Maybe it’s time to go back to read those Christmas texts. The threat is never far away. After all, we see Mary and Jesus as parents who can’t find a decent place to stay as they bring their baby into the world, and then they must flee the terror that Herod is about to inflict. They’re refugees, in almost constant peril in the story — that’s if we read beyond the angels and the worshiping shepherds and questing wise men.
And it’s not just at Christmas. If we pay attention to the lectionary readings, we will see that the issue of peril and death is never far removed from the subject matter. Time and time again, Christ is quite clear about what may be required from us: our very lives. And we’d like to think that we might make this ultimate sacrifice for some amazing purpose: rescuing the oppressed from an evil dictatorship or saving orphans. But we may lose our life in the midst of some petty squabble; in some versions of St. Stephen’s life, he is killed because of petty jealousy over his appointment as deacon, which triggers the conspiring that ultimately ends in his martyrdom.
Many of us live in a world where we are not likely to die a physical death for our religious beliefs. What does the life of this martyr have to say to us?
We are not likely to face death by stoning, but we may face other kinds of death. If we live the life that Christ commands, we may have uncomfortable decisions to make at work or in our families. We will have to live a life that’s unlike the lives we see depicted in popular culture. That’s not always easy, but in the end, we can hope the resistance to the most pernicious forms of popular culture will have been worth it.
And history reminds us that events can unfold rather quickly, and we might find ourselves living under an empire that demands us to live a life different than the one Christ calls us to live. We may face the ultimate penalty. Could we face death? Could we pray for the empire that kills us? As Christians, we’re commanded to pray for our enemies, to not let hatred transform us into our enemies.
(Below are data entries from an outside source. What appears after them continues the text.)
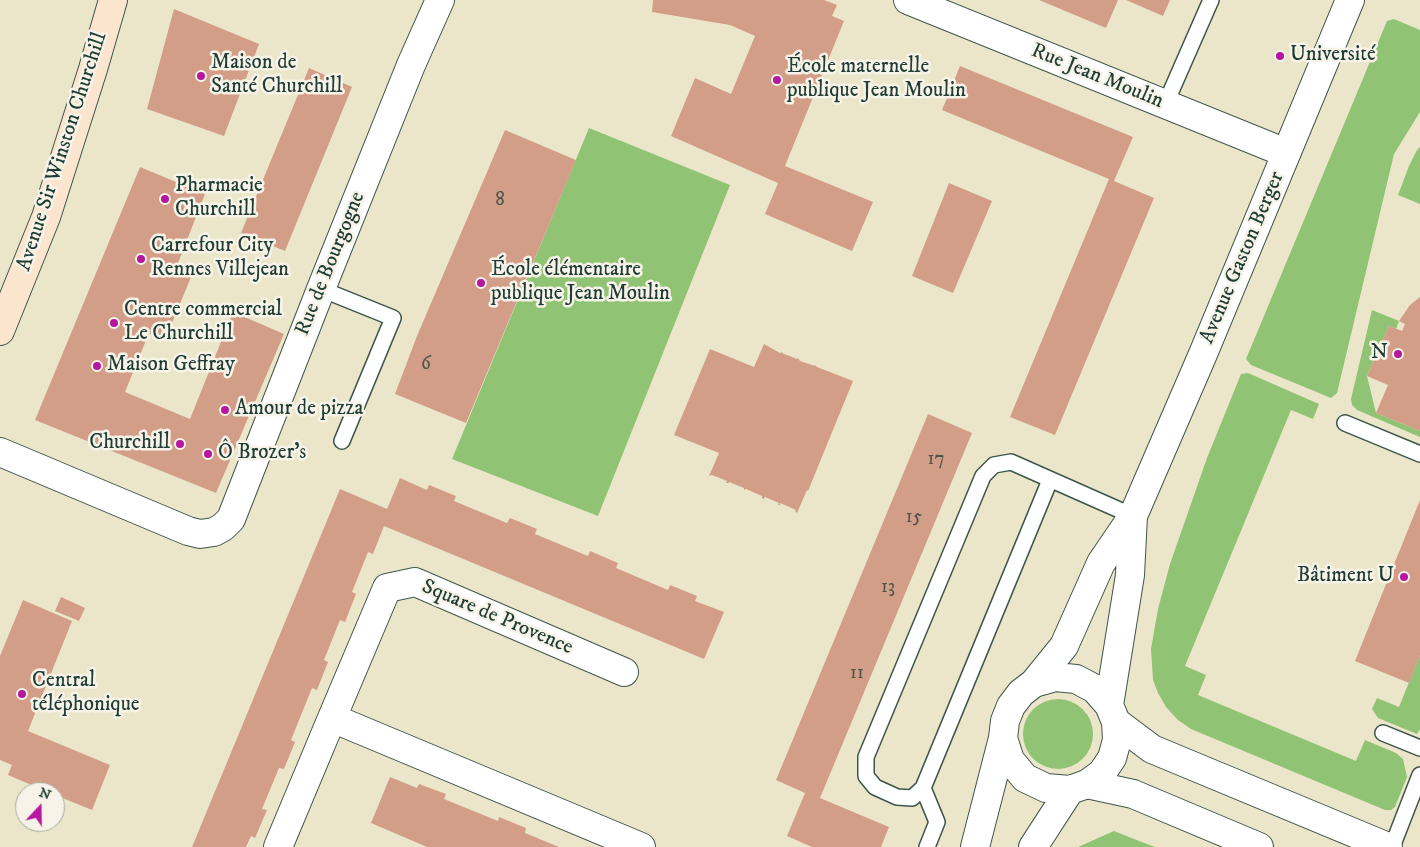 <!DOCTYPE html>
<meta charset="utf-8">
<style>
body{margin:0}
#map{position:relative;width:1420px;height:847px;overflow:hidden;background:#ebe6ca;font-family:"IM FELL DW Pica",serif}
canvas{display:block}
.north{position:absolute;left:15px;top:782px;width:50px;height:50px;box-sizing:border-box;background:#f7f3e8;border:1px solid #a1aaa0;border-radius:50%;rotate:21deg;font-size:14px;font-weight:700;line-height:20px;text-align:center;color:#1f3d34}
.north::after{content:'';display:block;margin:auto;width:18px;height:22px;background:#b5179e;clip-path:polygon(50% 0,100% 100%,50% 72%,0 100%)}
</style>
<div id="map">
<canvas width="1420" height="847"></canvas>
<div class="north">N</div>
</div>
<script>
const ctx = document.querySelector('canvas').getContext('2d');
ctx.lineJoin = 'round';
function fill(path, color) {
  ctx.fillStyle = color;
  ctx.fill(path, 'evenodd');
}
function poly(rows) {
  const path = new Path2D();
  for (const r of rows) {
    if (r.length === 3) {
      path.moveTo(r[0] + r[2], r[1]);
      path.arc(r[0], r[1], r[2], 0, 2 * Math.PI);
      continue;
    }
    path.moveTo(r[0], r[1]);
    for (let i = 2; i < r.length; i += 2) path.lineTo(r[i], r[i + 1]);
  }
  return path;
}
function strokePath(path, color, width, dash) {
  ctx.strokeStyle = color;
  ctx.lineWidth = width;
  ctx.lineCap = dash ? 'butt' : 'round';
  ctx.setLineDash(dash || []);
  ctx.stroke(path);
}
function drawText(font, color, halo, rows, align = 'center') {
  ctx.font = font + ' "IM FELL DW Pica",serif';
  ctx.lineWidth = 5;
  ctx.setLineDash([]);
  ctx.textBaseline = 'middle';
  ctx.strokeStyle = halo;
  ctx.fillStyle = color;
  for (const [text, x, y, turn = 0] of rows) {
    ctx.save();
    ctx.translate(x, y);
    ctx.rotate((+turn || 0) * Math.PI / 180);
    ctx.textAlign = isNaN(turn) ? turn : align;
    if (halo) ctx.strokeText(text, 0, 0);
    ctx.fillText(text, 0, 0);
    ctx.restore();
  }
}
fill(poly([
 [1394,19,1420,30,1420,112,1394,154,1337,393,1331,398,1251,365,1246,359,1387,21],
 [589,128,730,185,598,516,452,459],
 [1420,147,1420,204,1398,195,1409,166,1417,150],
 [1372,310,1399,321,1396,329,1389,326,1367,376,1376,413,1420,431,1420,437,1357,410,1352,405,1351,399],
 [1248,373,1319,404,1313,419,1291,410,1185,666,1206,675,1198,695,1356,761,1365,740,1396,753,1403,759,1407,777,1395,807,1391,810,1385,810,1191,729,1178,720,1166,707,1158,693,1153,680,1151,649,1158,609,1170,564,1207,458,1241,374],
 [1420,655,1420,729,1417,734,1378,718,1372,709,1377,698,1399,707],
 [1058,734,35],
 [1114,831,1139,841,1155,847,1078,847]
]), '#90c374');
fill(poly([
 [653,0,824,0,837,5,832,16,844,21,785,166,873,202,852,251,765,214,778,183,671,136,695,78,731,94,755,36,730,25,652,12],
 [1039,0,1118,0,1106,28],
 [1126,0,1170,0,1163,16],
 [174,9,259,44,224,136,147,109],
 [960,66,1133,137,1114,181,1154,198,1055,435,1010,417,1109,179,942,110],
 [309,68,352,87,285,251,241,233],
 [505,130,576,160,466,423,395,394,417,336],
 [140,167,205,194,178,263,194,270,165,340,149,333,125,392,190,419,233,312,284,334,216,493,35,420],
 [949,183,992,201,953,293,912,276],
 [1420,297,1420,431,1376,413,1388,385,1367,376,1389,326,1402,331,1405,324,1399,321,1410,305],
 [764,344,780,353,783,352,782,353,797,359,798,358,800,361,815,366,815,365,817,367,853,381,808,491,807,490,797,513,795,511,796,510,780,503,780,505,778,505,779,503,765,497,764,499,762,498,762,496,746,489,744,490,744,488,729,482,729,483,726,483,727,481,712,475,709,476,719,453,674,435,710,349,754,367],
 [928,414,972,433,820,798,889,827,881,847,812,847,787,836,805,793,776,780],
 [400,478,427,490,429,485,456,496,454,501,507,523,510,518,537,529,535,534,588,556,590,551,618,563,616,568,668,590,670,585,697,596,695,601,724,612,704,659,384,526,373,554,368,552,352,592,356,594,345,622,340,620,324,660,328,662,317,690,312,688,291,740,295,742,284,769,279,768,262,809,267,810,255,838,251,836,246,847,192,847,340,489,387,509],
 [1420,500,1420,655,1409,683,1355,661],
 [61,597,85,608,79,621,55,611],
 [23,600,72,621,28,731,110,765,92,810,55,795,55,792,48,792,8,775,12,765,0,760,0,656],
 [390,777,417,788,419,784,446,794,444,799,498,821,499,817,526,828,525,833,559,847,427,847,371,823]
]), '#d39e88');
const service = poly([
 [1165,105,1211,0],
 [321,289,393,318,342,441],
 [1345,423,1420,454],
 [1383,733,1420,748],
 [923,788,1050,480],
 [927,847,937,822,923,788,912,798,897,797,875,787,866,776,866,757,983,476,994,465,1011,462,1133,516],
 [1392,847,1420,775]
]);
const minor = poly([
 [908,0,1286,153],
 [0,452,188,531,200,534,214,532,223,527,231,519,321,289,411,65,440,0],
 [624,672,415,582,387,588,332,718,641,847],
 [1116,722,1152,749,1388,847],
 [1087,784,1133,794,1259,847],
 [278,847,332,718]
]);
const tertiary = poly([
 [1034,683,1064,646,1101,563,1133,516,1203,354,1350,0],
 [1109,705,1130,575,1133,516],
 [975,847,1003,738,1005,721,1011,706,1021,693,1034,683,1055,677,1076,679,1095,689,1109,705,1116,722,1117,740,1112,758,1102,773,1087,784,1070,790,1046,788,1025,778,1010,760,1003,738],
 [1033,847,1070,790]
]);
const secondary = poly([
 [0,331,46,217,93,69,113,0]
]);
strokePath(service, '#3e564a', 18);
strokePath(minor, '#3e564a', 30);
strokePath(tertiary, '#3e564a', 30);
strokePath(secondary, '#3e564a', 30);
strokePath(service, '#fff', 15);
strokePath(minor, '#fff', 28);
strokePath(tertiary, '#fff', 28);
strokePath(secondary, '#fbe5cf', 28);
for (const [x, y, r, color] of [
 [1280,56,5,"#b5179e"],
 [201,76,5,"#b5179e"],
 [777,80,5,"#b5179e"],
 [165,199,5,"#b5179e"],
 [141,259,5,"#b5179e"],
 [481,283,5,"#b5179e"],
 [114,323,5,"#b5179e"],
 [1398,354,5,"#b5179e"],
 [97,366,5,"#b5179e"],
 [225,410,5,"#b5179e"],
 [180,444,5,"#b5179e"],
 [208,454,5,"#b5179e"],
 [1404,577,5,"#b5179e"],
 [22,694,5,"#b5179e"]
]) {
  const dot = new Path2D();
  dot.arc(x, y, r, 0, 2 * Math.PI);
  ctx.fillStyle = color;
  ctx.fill(dot);
  strokePath(dot, '#f7f3e8', 2);
}
drawText('19px', '#4c5549', null, [
 ["8",500,201],
 ["6",426,365],
 ["17",936,460],
 ["15",914,518],
 ["13",888,588],
 ["11",857,674]
]);
drawText('21px', '#1f3d34', '#f7f3e8', [
 ["Université",1290,56],
 ["Maison de",211,64],
 ["Santé Churchill",211,88],
 ["École maternelle",787,68],
 ["publique Jean Moulin",787,92],
 ["Pharmacie",175,187],
 ["Churchill",175,211],
 ["Carrefour City",151,247],
 ["Rennes Villejean",151,271],
 ["École élémentaire",491,271],
 ["publique Jean Moulin",491,295],
 ["Centre commercial",124,311],
 ["Le Churchill",124,335],
 ["N",1388,354,"right"],
 ["Maison Geffray",107,366],
 ["Amour de pizza",235,410],
 ["Churchill",170,444,"right"],
 ["Ô Brozer's",218,454],
 ["Bâtiment U",1394,577,"right"],
 ["Central",32,682],
 ["téléphonique",32,706]
], 'left');
drawText('21px', '#1f3d34', '#f7f3e8', [
 ["Rue Jean Moulin",1097,77,22],
 ["Avenue Sir Winston Churchill",63,152,-72],
 ["Avenue Gaston Berger",1243,258,-67],
 ["Rue de Bourgogne",331,264,-68],
 ["Square de Provence",497,618,23]
]);
</script>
Let us take some time away from our holiday festivities to remember those who have died for their faith. Let us take some time to remember the refugees who must flee the force of tyrants. Let us offer prayers for those who are still persecuted. Let us light a candle as we remember God’s promise that the kingdom breaks through in the presence of the baby in the manger, a kingdom where families will not lose their babies to the terror of tyrants, where young adults like Stephen will not be stoned for their beliefs.